If you want a town council we will get behind you
LANCASHIRE county Labour Group has agreed to support a Skelmersdale Town Council – if that is what local people want.
The group says that it is important that people know what it entails regarding democratic structures, service provision and how much this will all cost on top of the combined council taxes.
Town councils and parishes are funded through the precept, which is not a replacement for existing council tax costs.
The precept, unlike the income for other authorities, is not capped by government, so a town council can set its own tax.
There are town and parish councils all over Lancashire and, in West Lancashire, only Skelmersdale and Ormskirk are not covered by a first-level authority.
Cllr John Fillis, speaking on behalf of the Skelmersdale county councillors, Cllr Julie Gibson and Cllr Terry Aldridge, said: “It’s important that people decide if they wish to have a Skelmersdale Town Council once they have all the facts without the fiction.
“There are many town and parish councils in Lancashire that do an excellent job.
“However, concerns have been raised by local people regarding the impact some town and parish councils have and the subsequent cost.
“Although the question of a Skelmersdale Town Council has been raised before, it’s important that this is debated again if people wish to consider it.
“But this debate must be open and honest so that people can make an informed choice. Lancashire Labour is here to listen and support the wishes of the people of Skelmersdale.”
A Skelmersdale Town Council would result in three levels of local government: Lancashire County Council, West Lancashire Borough Council and Skelmersdale Town Council.
Working alongside this would be the Lancashire Police Commissioner and Lancashire Fire Authority.
The legislation to establish a town council is laid down by government and not other local authorities, but they do have a part to play in the process.
To set up a town or parish council, a petition containing the signatures of at least 7.5% of the local population needs to be submitted to the local authority.
If the petition is valid, that authority, the borough council, will carry out a “community governance review” to see if a local council should be created.

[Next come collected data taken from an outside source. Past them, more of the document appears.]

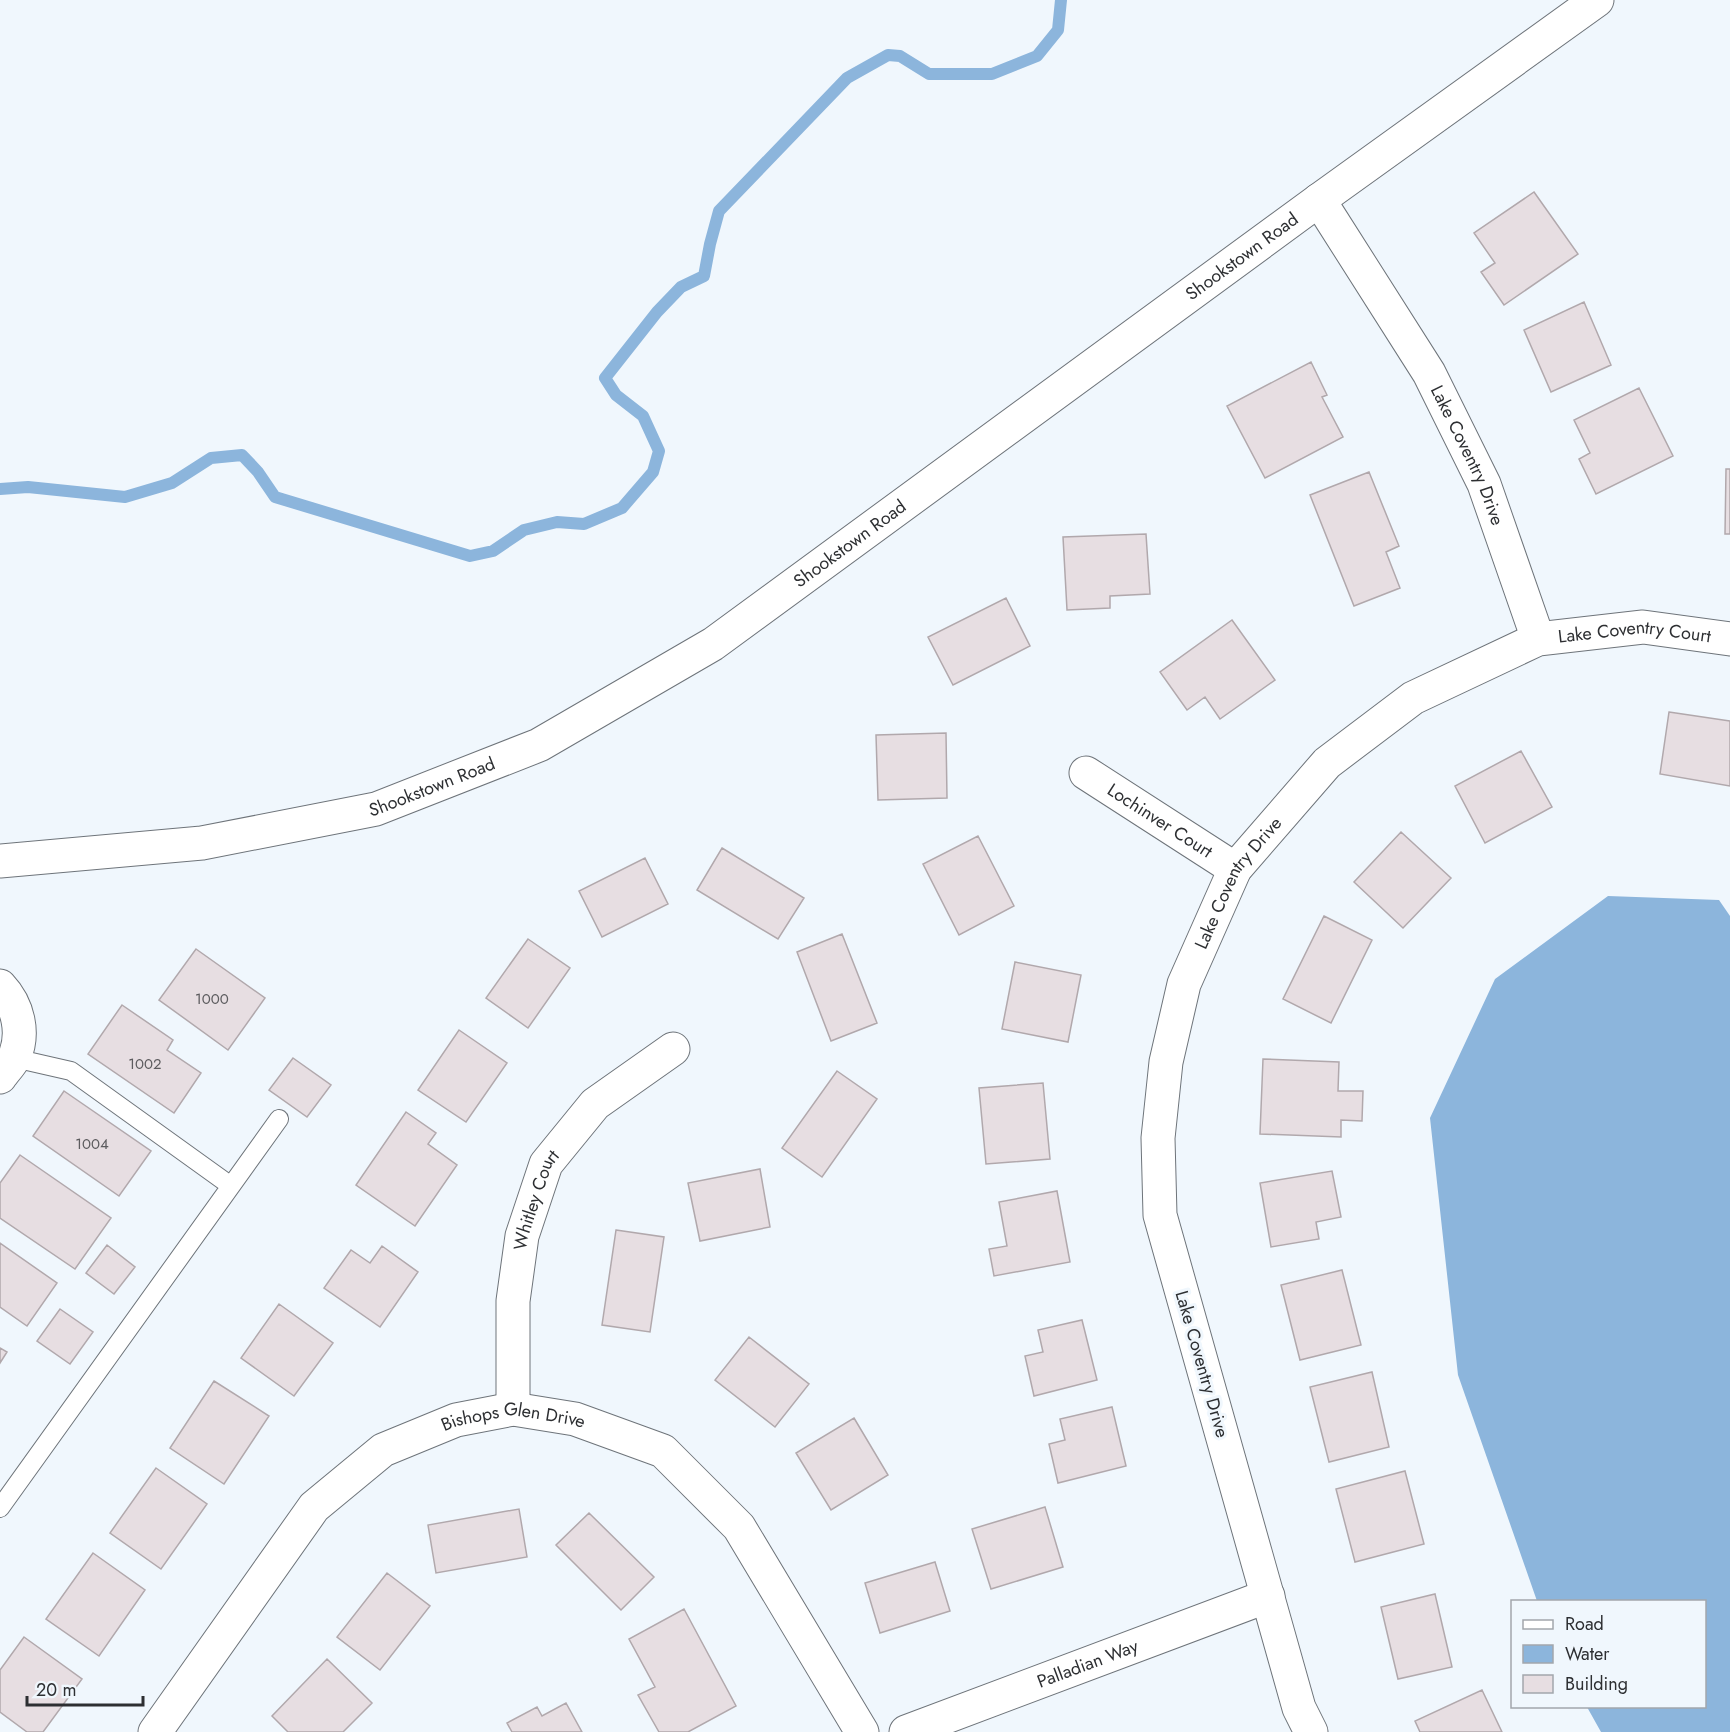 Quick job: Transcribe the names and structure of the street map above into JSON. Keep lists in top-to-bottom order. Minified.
{"streets":{"street":["Shookstown Road","Lake Coventry Drive","Lake Coventry Court","Lochinver Court","Whitley Court","Bishops Glen Drive","Palladian Way"]},"crossings":[["Shookstown Road","Lake Coventry Drive"],["Lake Coventry Drive","Lake Coventry Court"],["Lake Coventry Drive","Lochinver Court"],["Lake Coventry Drive","Palladian Way"],["Whitley Court","Bishops Glen Drive"]],"house_numbers":["1000","1002","1004"],"legend":["Road","Water","Building"],"scale_bar":"20 m"} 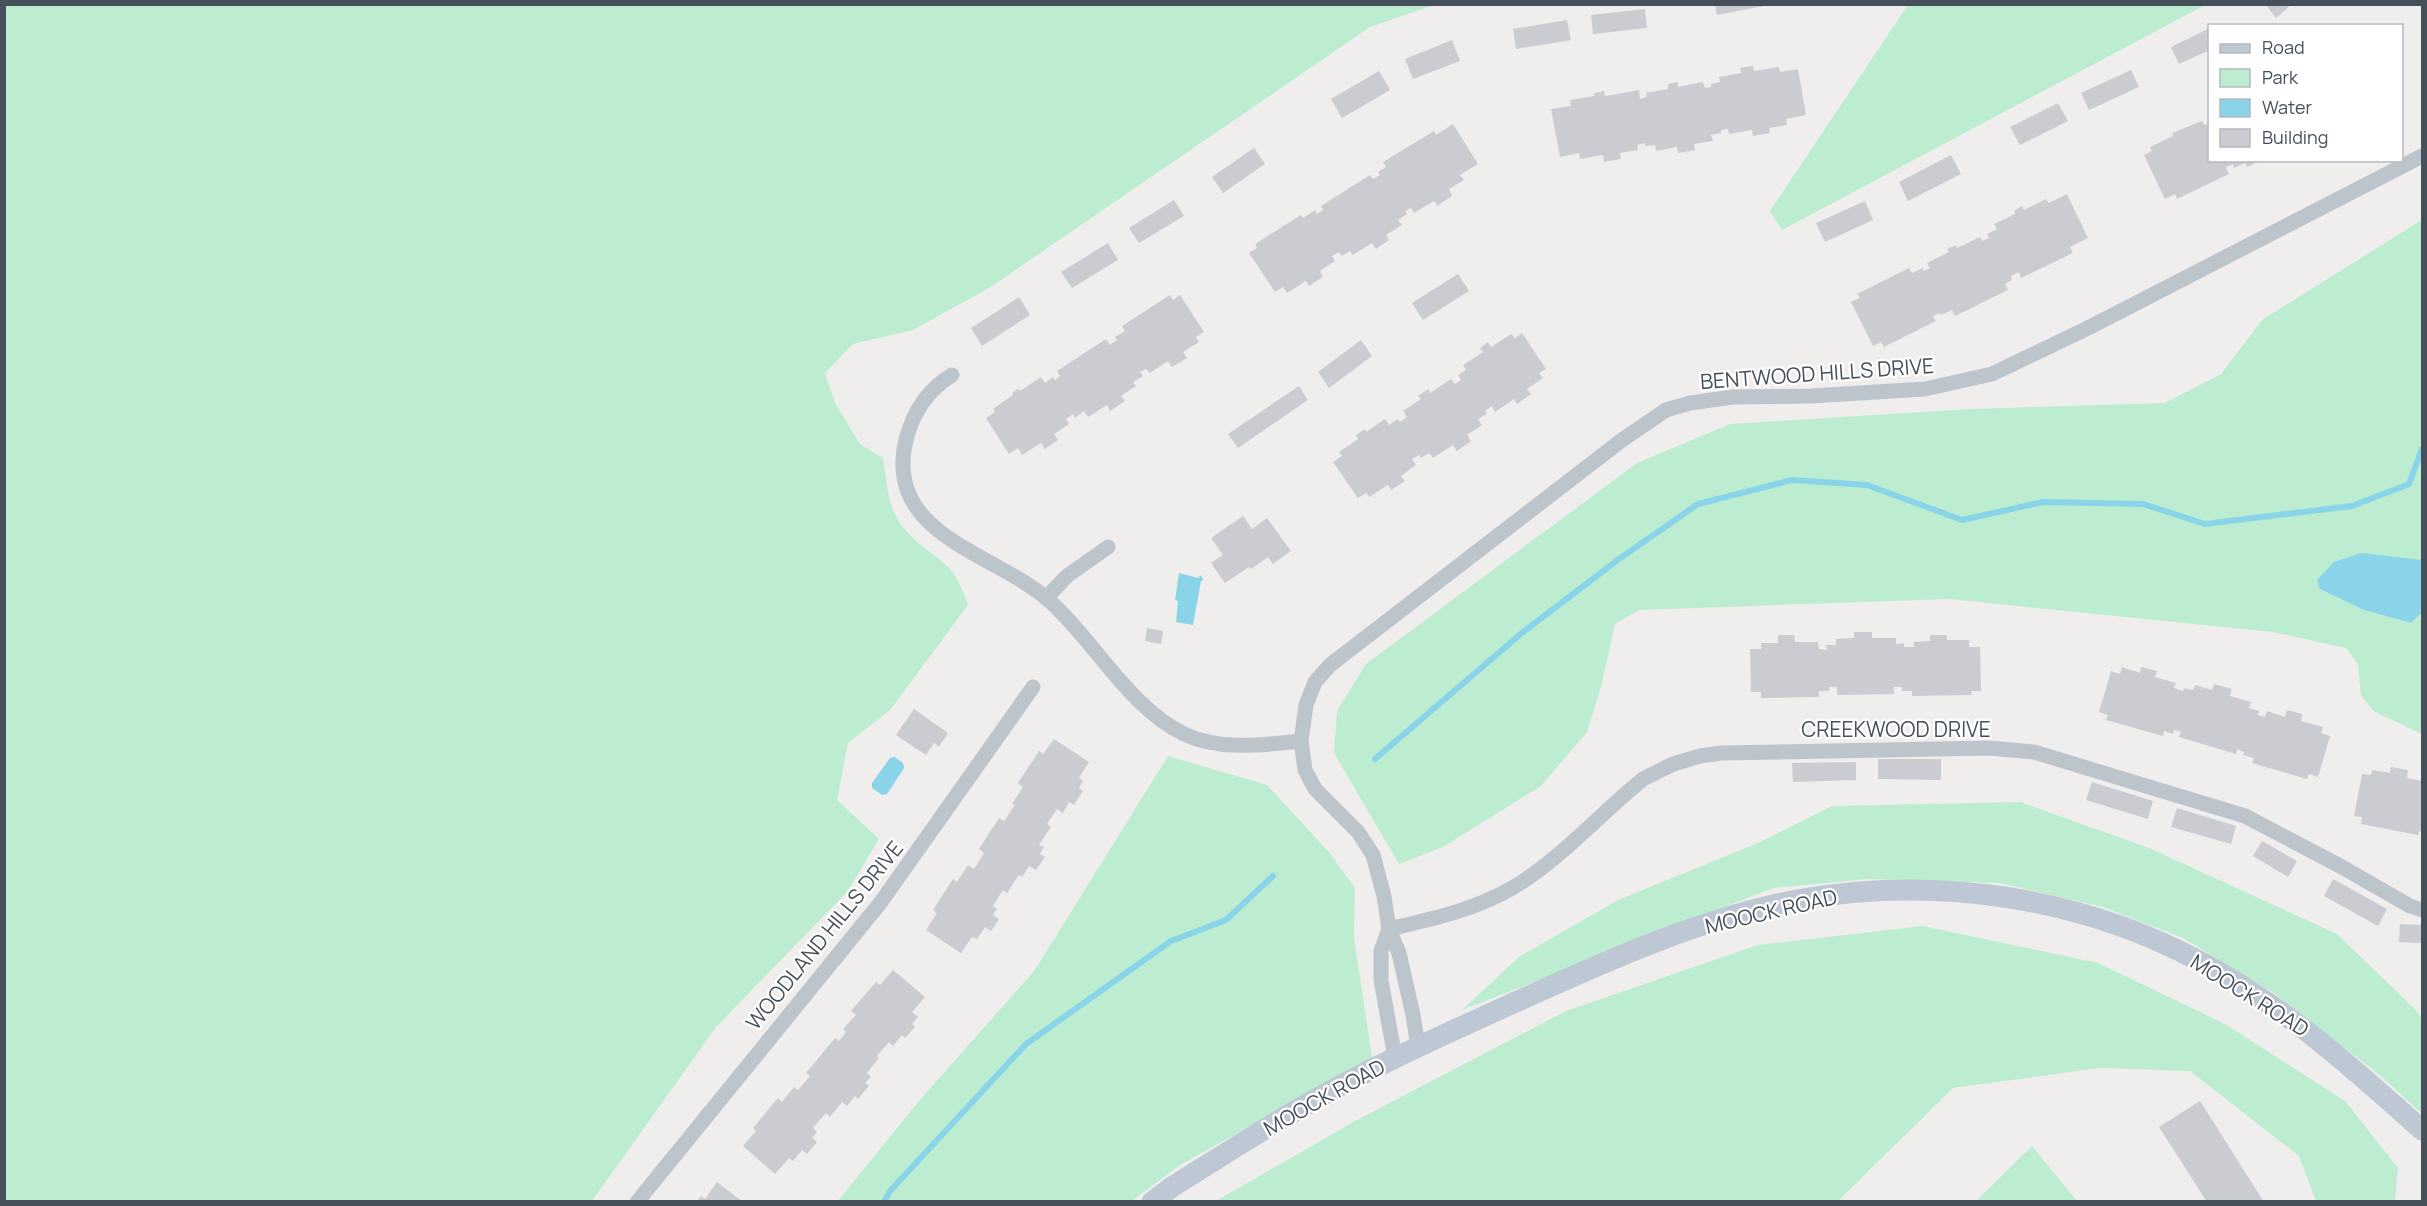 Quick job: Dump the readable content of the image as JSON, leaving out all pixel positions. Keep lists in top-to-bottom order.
{
  "streets": {
    "main road": ["MOOCK ROAD"],
    "street": ["BENTWOOD HILLS DRIVE", "CREEKWOOD DRIVE", "WOODLAND HILLS DRIVE"]
  },
  "crossings": [
    ["BENTWOOD HILLS DRIVE", "CREEKWOOD DRIVE"],
    ["BENTWOOD HILLS DRIVE", "MOOCK ROAD"]
  ],
  "legend": [
    "Road",
    "Park",
    "Water",
    "Building"
  ]
} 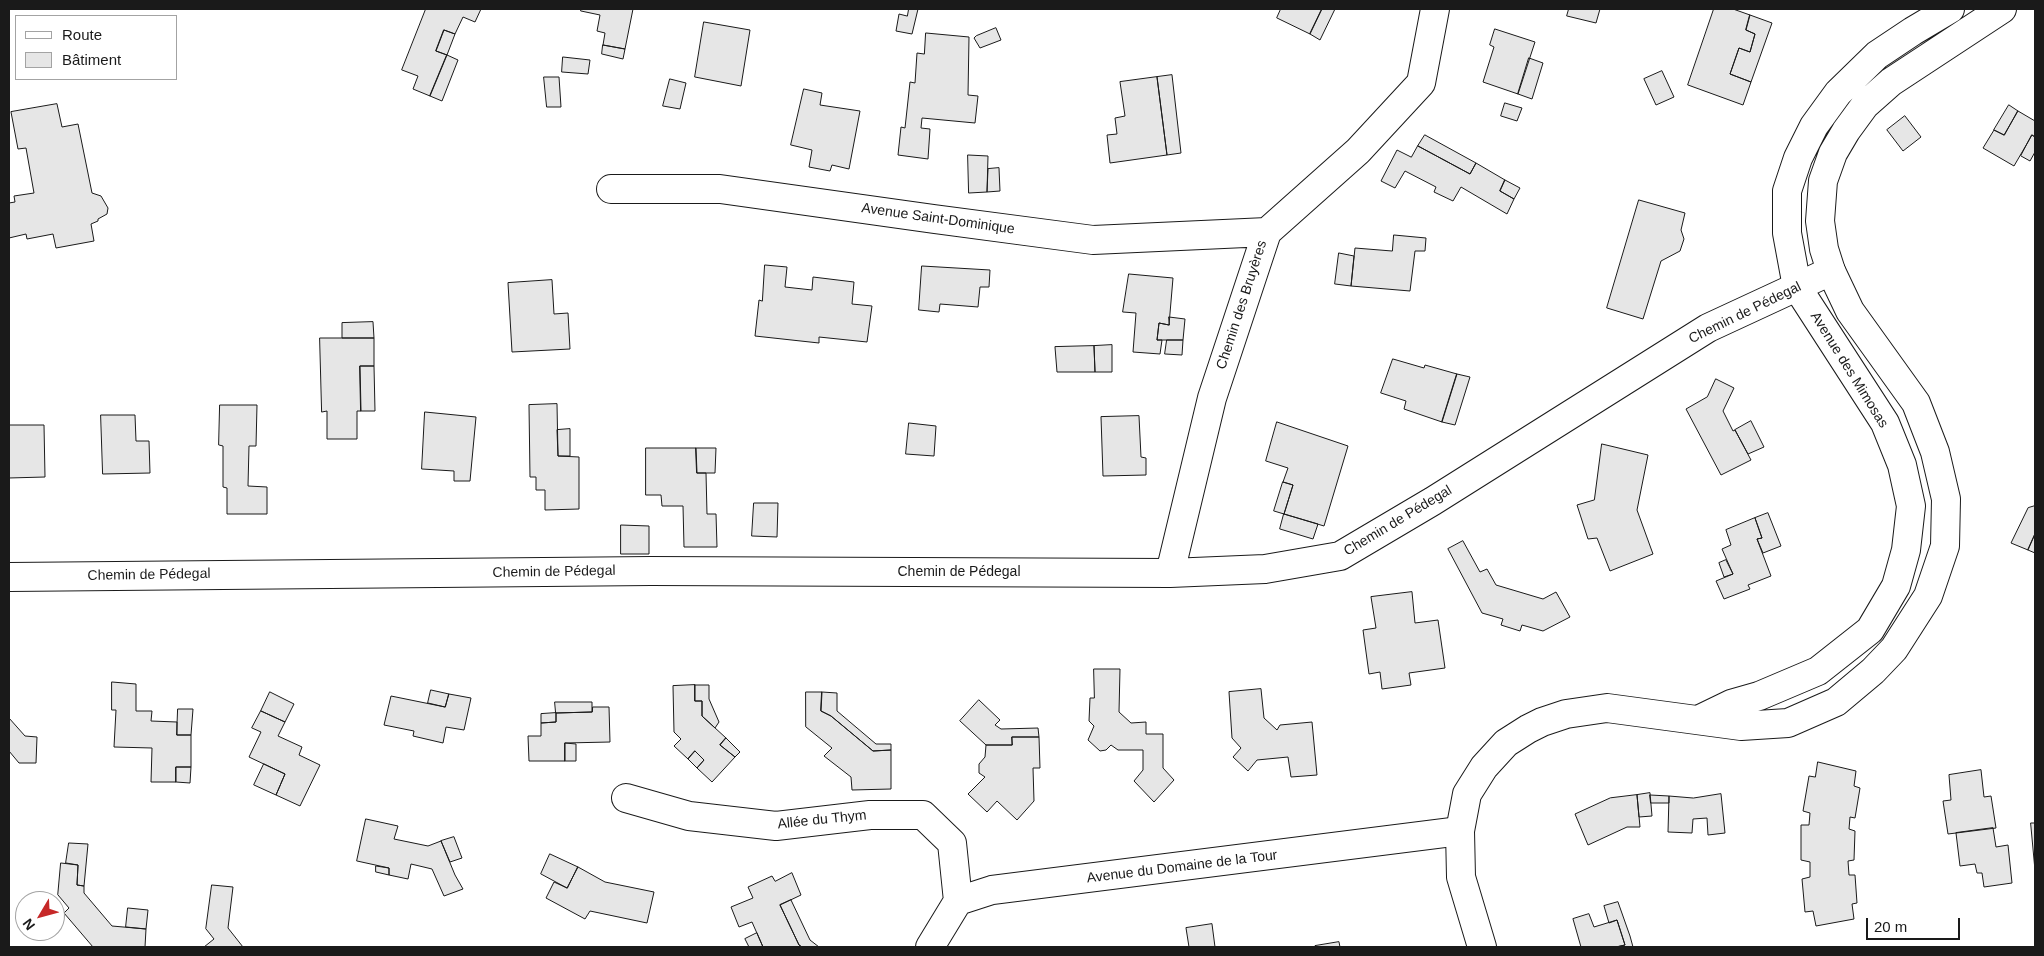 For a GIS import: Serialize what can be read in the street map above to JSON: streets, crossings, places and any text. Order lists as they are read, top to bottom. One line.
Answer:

Town councils can develop a wide range of discretionary powers to provide and maintain a variety of important and visible local services including allotments, bridleways, burial grounds, bus shelters, car parks, commons and open spaces, community transport schemes, community safety and crime reduction measures, events and festivals, footpaths, leisure and sports facilities, litter bins, public toilets, planning, street cleaning and lighting, tourism, traffic calming, village greens and youth projects.
They are not in charge of the police, education, fire, or the national health services.